Także GTA IV z czasem gry jak najbardziej mi odpowiada i mam nadzieję, że fabuła zakończy się w odpowiednim momencie, tak aby do samego końca nie zaczęła nudzić... ale to nie wątek o GTA ;).
Co do Alone in the Dark to ciężko grać w takie gry 20 godz. i nie dziwi mnie to, że są krótsze. Lepsza jest gra która jest krótsza, ale ma znacznie intensywniejszą i ciekawszą rozgrywkę, co doskonale potwierdziło CoD 4... 6 godz. gry ale za to w jakim wydaniu :).
A jak to bedzie z tym przewijaniem?
o GTA tez mowili ze fabula zajmie ze 30h jak pamietam a grali w nia pracownicy z R* a gre mozna skonczyc w 20h gdzie w 95% to fabula)

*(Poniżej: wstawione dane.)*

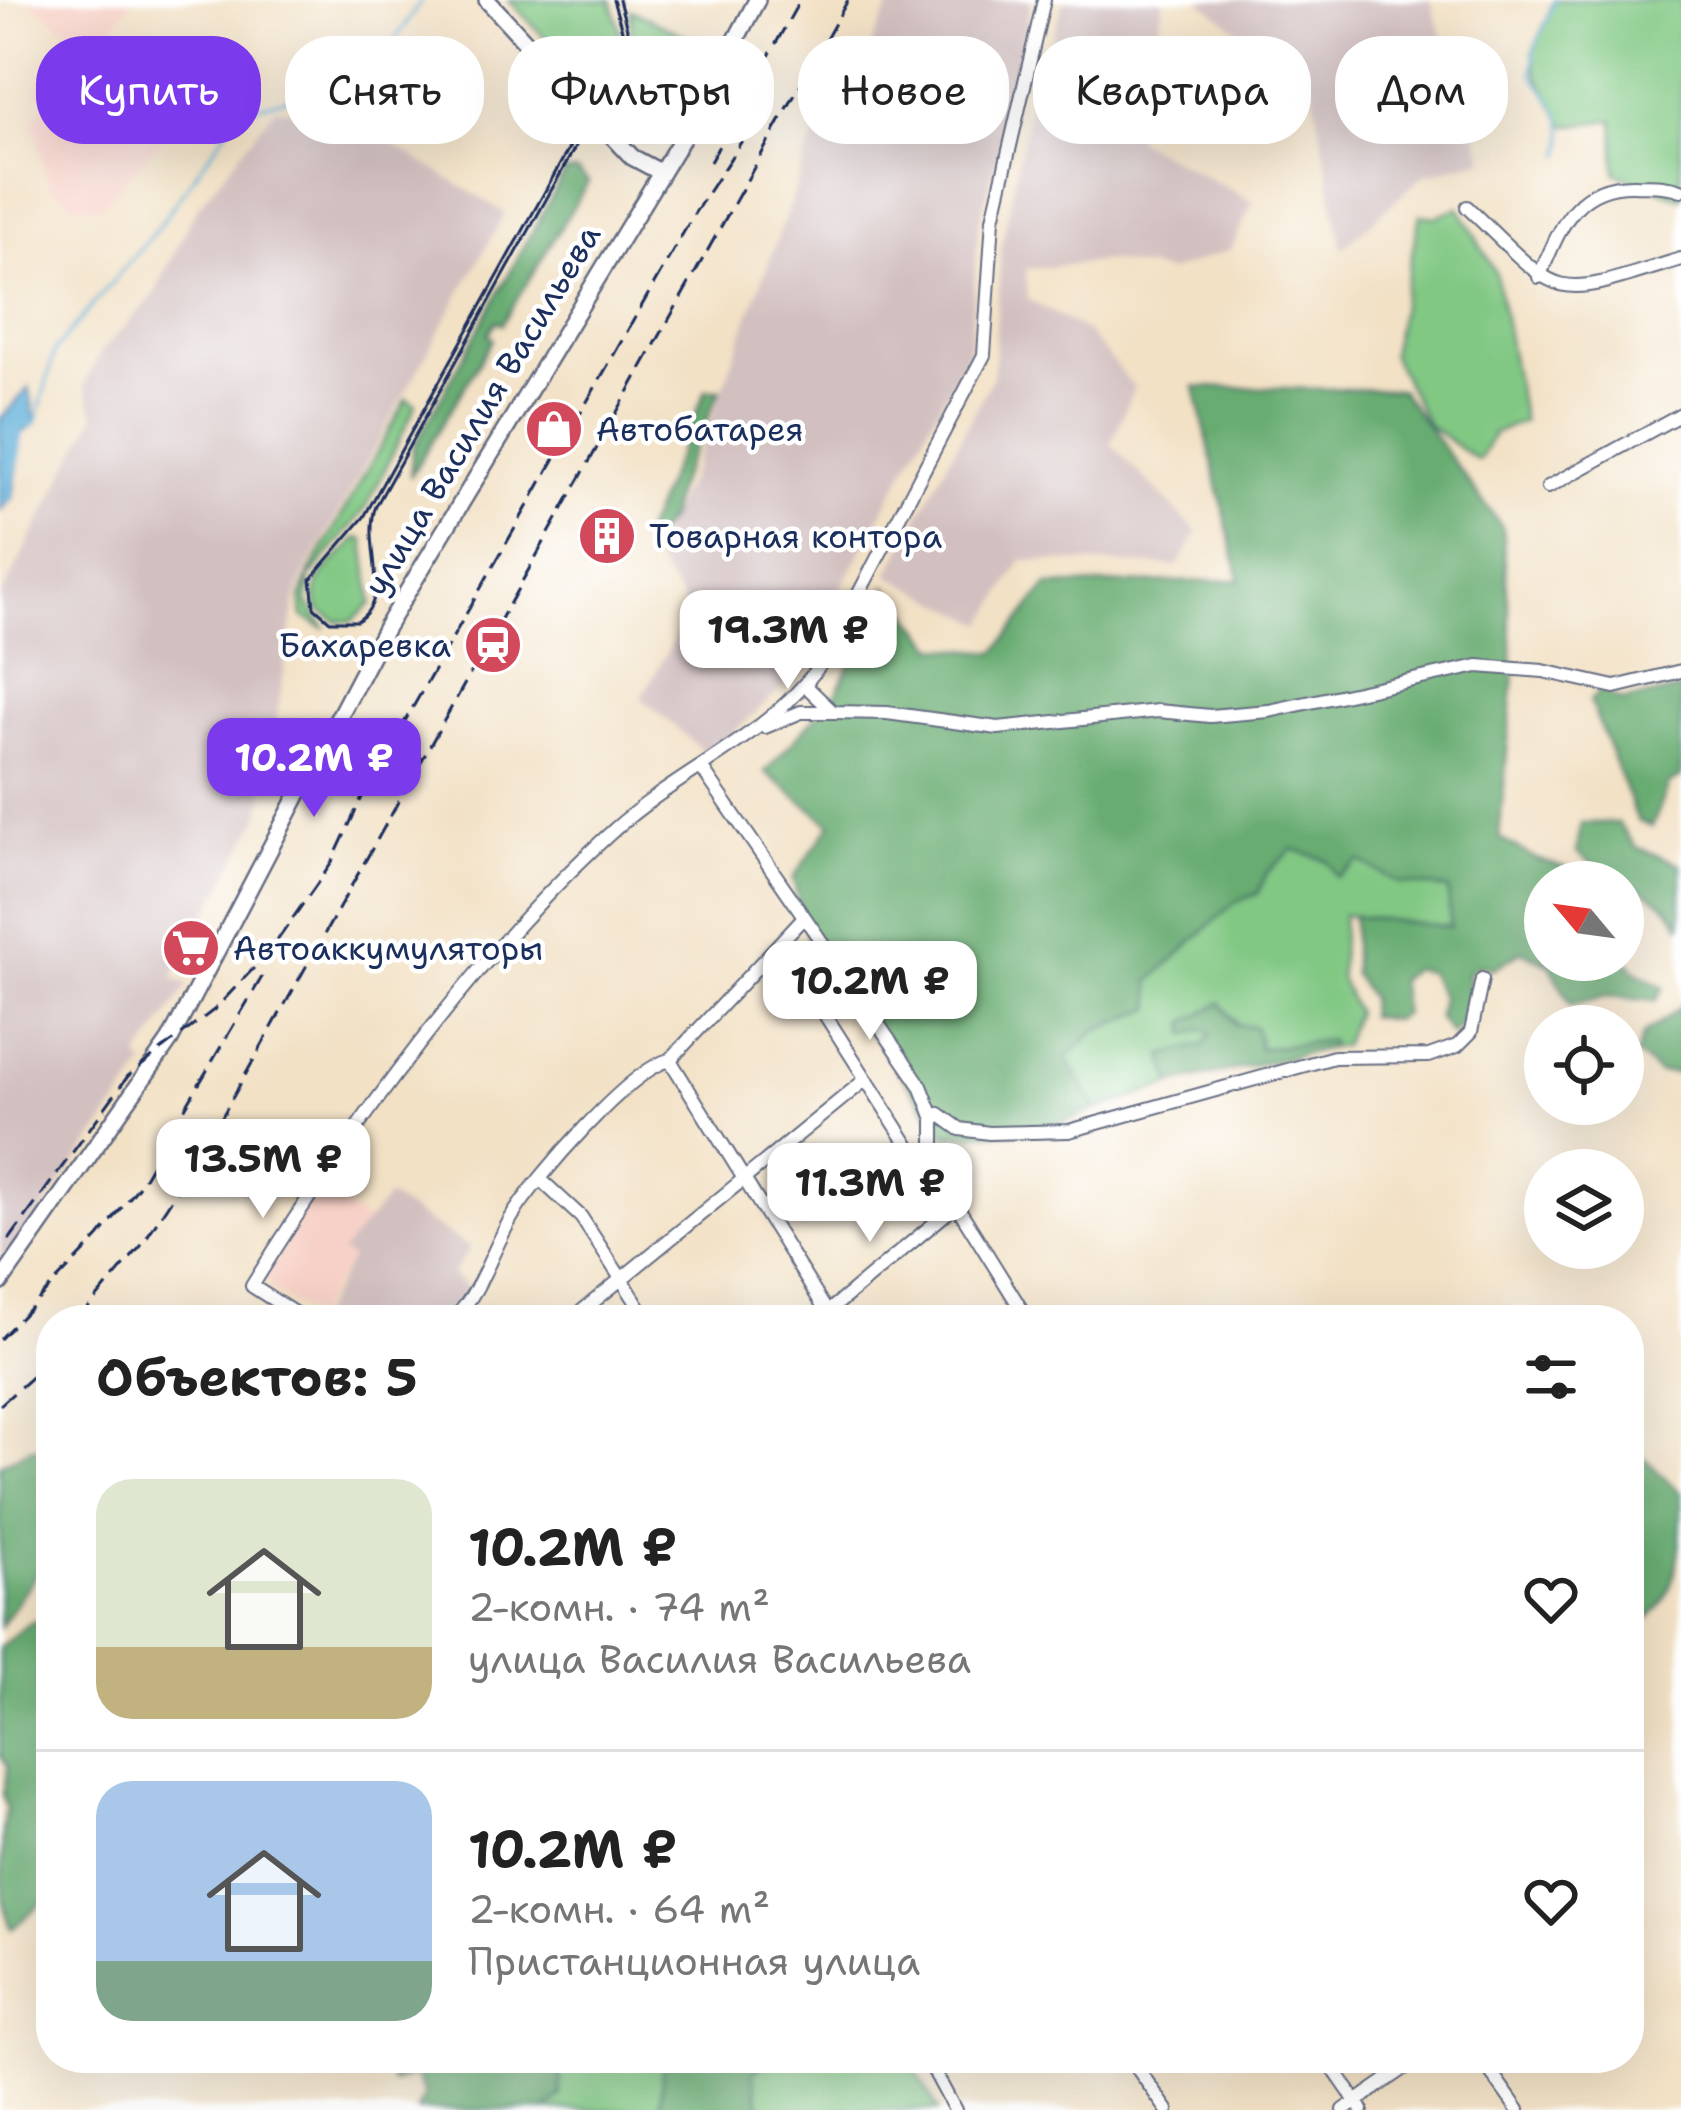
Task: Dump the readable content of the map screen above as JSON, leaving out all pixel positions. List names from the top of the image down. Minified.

cos zle czytales bo przejscie fabuly nie daje 95% przejscia gry
co wiecej, przy ocenie czasu nie mozna brac pod uwage nolifeow, ktorzy gry przechodza o 2-3 razy szybciej od przecietnego gracza
Surmak - mialem na mysli ile czego robilem w grze - 95% fabula, 5% dla odskoczni od fabuly i bylo ponad 20h
15 godzin bez bezcelowego łażenia po parku to i tak nieźle jak na grę akcji i 2008 r.
@Maxblack [ Level: 39 - SalieriMT ]: Lepsza jest gra która jest krótsza, ale ma znacznie intensywniejszą i ciekawszą rozgrywkę, co doskonale potwierdziło CoD 4... 6 godz. gry ale za to w jakim wydaniu :).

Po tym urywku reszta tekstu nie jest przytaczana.